NRL News
Page 20
November  2006
Volume 33
Issue 11

Prestigious British Medical Group Urges
Consideration of Euthanasia for Premature Babies

By Liz Townsend

As NRL News goes to press, a prestigious private think tank in Great Britain is about to submit recommendations to deal with what the Nuffield Council on Bioethics describes as “Critical care decisions in fetal and neonatal medicine: ethical issues.” Among the most controversial recommendations submitted came from Britain’s Royal College of Obstetricians and Gynaecologists (RCOG), which persuaded the council to consider the “ethics” of killing disabled newborns in its inquiry into the issues surrounding premature birth.

While most of the attention paid to RCOG’s startling recommendations focused on the threat to babies born with disabilities, in fact its recommendations would sweep in many more newborns deemed to lack a sufficiently high “quality of life.”

While RCOG’s submission did not “formally” call for what the Times of London described as “active euthanasia” of newborns (which is currently illegal in Britain), RCOG “wants the mercy killing of newborn babies to be debated by society.”

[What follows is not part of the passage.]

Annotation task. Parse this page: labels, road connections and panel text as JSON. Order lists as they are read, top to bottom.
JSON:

Part of RCOG’s submission stated, “We would like the working party ... to think more radically about non-resuscitation, withdrawal of treatment decisions, the best interests test and active euthanasia as they are ways of widening the management options available to the sickest of newborns.”

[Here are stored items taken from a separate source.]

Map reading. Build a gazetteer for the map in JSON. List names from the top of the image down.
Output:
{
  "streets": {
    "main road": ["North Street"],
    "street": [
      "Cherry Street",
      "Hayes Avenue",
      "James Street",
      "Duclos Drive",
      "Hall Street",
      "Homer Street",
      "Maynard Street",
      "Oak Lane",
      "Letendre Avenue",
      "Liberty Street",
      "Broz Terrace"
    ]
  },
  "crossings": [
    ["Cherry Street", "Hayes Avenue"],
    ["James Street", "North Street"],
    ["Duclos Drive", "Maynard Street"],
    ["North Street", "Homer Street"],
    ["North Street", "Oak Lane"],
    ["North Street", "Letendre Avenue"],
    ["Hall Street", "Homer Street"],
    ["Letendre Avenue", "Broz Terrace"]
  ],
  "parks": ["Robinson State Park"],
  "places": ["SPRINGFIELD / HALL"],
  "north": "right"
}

Naturally, disability rights groups were alarmed. “Disabled people, particularly those with conditions regarded as ‘severe’ will be both appalled and afraid by the RCOG’s call,” Alison Davis of No Less Human, a disability rights group affiliated with the Society for the Protection of Unborn Children, said in a press release.

“Already we are aware that disabled babies are killed up to birth because of ‘severe disability.’ Once it is established that killing is acceptable on grounds of disability it is inevitable that it will spread to encompass increasing numbers of victims.”

RCOG pointed to an “inequity” in current British law, which allows unborn babies to be killed by abortion up to birth if there is a “substantial risk of such physical or mental abnormalities that the child if born would be seriously handicapped.” However, if the disability goes undiagnosed and a baby is born who would otherwise have been aborted, there is no current legal way to kill the now-born child.

“It would be relevant to the inequity that a termination for a serious abnormality found on ultrasound might presently be possible in utero at 28 weeks for one couple,” RCOG stated, “but another couple with a baby born without warning at 24 weeks, with just as bad a prognosis, have no choice about their parenting responsibilities.”

Background

The Nuffield Council on Bioethics is “considering the implications of advances which enable babies to be born little more than halfway through pregnancy and kept alive,” according to the Guardian. While the language is ominous in its own right, originally the council was not going to include euthanasia in its discussions, since it is currently illegal in Britain.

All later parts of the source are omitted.